* _Task goal_
Would you copy each line of the records that includes the word "Avenida"?

* _Data records_

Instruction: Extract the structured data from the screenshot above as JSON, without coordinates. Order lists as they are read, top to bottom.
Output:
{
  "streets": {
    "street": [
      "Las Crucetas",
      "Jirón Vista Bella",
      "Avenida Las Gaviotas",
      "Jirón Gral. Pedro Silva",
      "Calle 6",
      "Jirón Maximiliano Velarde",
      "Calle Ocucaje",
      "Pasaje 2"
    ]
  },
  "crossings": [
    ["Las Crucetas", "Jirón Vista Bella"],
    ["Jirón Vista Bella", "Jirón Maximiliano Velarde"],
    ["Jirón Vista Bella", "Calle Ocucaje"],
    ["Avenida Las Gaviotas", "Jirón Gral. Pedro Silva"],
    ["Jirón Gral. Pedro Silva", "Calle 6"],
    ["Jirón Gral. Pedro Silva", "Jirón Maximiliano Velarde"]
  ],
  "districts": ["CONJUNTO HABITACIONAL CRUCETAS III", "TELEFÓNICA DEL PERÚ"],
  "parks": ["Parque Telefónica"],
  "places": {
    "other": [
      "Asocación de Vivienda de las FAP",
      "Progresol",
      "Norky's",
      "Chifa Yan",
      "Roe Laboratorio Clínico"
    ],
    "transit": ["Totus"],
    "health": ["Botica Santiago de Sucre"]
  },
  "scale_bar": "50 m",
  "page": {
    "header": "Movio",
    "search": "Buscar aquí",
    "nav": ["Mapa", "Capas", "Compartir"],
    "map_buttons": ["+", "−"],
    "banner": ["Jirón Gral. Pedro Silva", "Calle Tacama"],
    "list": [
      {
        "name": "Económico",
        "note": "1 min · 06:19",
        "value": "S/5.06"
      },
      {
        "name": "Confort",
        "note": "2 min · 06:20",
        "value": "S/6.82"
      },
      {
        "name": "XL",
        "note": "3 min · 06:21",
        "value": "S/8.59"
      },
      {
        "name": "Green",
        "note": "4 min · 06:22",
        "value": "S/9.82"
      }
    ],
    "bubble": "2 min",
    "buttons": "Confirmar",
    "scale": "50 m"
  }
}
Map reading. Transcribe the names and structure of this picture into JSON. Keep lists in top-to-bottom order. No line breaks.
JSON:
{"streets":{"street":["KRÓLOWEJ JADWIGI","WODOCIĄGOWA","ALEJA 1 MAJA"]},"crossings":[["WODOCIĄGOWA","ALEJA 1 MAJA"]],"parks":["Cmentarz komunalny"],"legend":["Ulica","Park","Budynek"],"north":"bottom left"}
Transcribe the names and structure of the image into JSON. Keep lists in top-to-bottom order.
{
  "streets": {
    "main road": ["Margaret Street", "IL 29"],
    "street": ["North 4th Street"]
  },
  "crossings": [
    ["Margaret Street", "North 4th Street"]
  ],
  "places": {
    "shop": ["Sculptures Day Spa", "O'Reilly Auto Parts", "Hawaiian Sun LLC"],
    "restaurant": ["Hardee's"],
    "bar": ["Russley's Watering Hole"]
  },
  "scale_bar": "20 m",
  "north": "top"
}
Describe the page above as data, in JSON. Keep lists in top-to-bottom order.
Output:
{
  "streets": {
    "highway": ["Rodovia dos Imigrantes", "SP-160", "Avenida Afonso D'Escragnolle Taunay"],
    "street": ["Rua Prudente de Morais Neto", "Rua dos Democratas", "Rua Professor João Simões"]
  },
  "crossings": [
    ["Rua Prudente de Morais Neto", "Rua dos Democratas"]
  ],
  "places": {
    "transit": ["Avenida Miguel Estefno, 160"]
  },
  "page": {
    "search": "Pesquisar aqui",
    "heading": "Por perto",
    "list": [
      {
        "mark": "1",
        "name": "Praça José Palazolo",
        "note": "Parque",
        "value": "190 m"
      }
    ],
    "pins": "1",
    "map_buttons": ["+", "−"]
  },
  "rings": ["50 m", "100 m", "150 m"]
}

* _Answer to the problem_
      "Avenida Las Gaviotas",
    ["Avenida Las Gaviotas", "Jirón Gral. Pedro Silva"],
    "highway": ["Rodovia dos Imigrantes", "SP-160", "Avenida Afonso D'Escragnolle Taunay"],
    "transit": ["Avenida Miguel Estefno, 160"]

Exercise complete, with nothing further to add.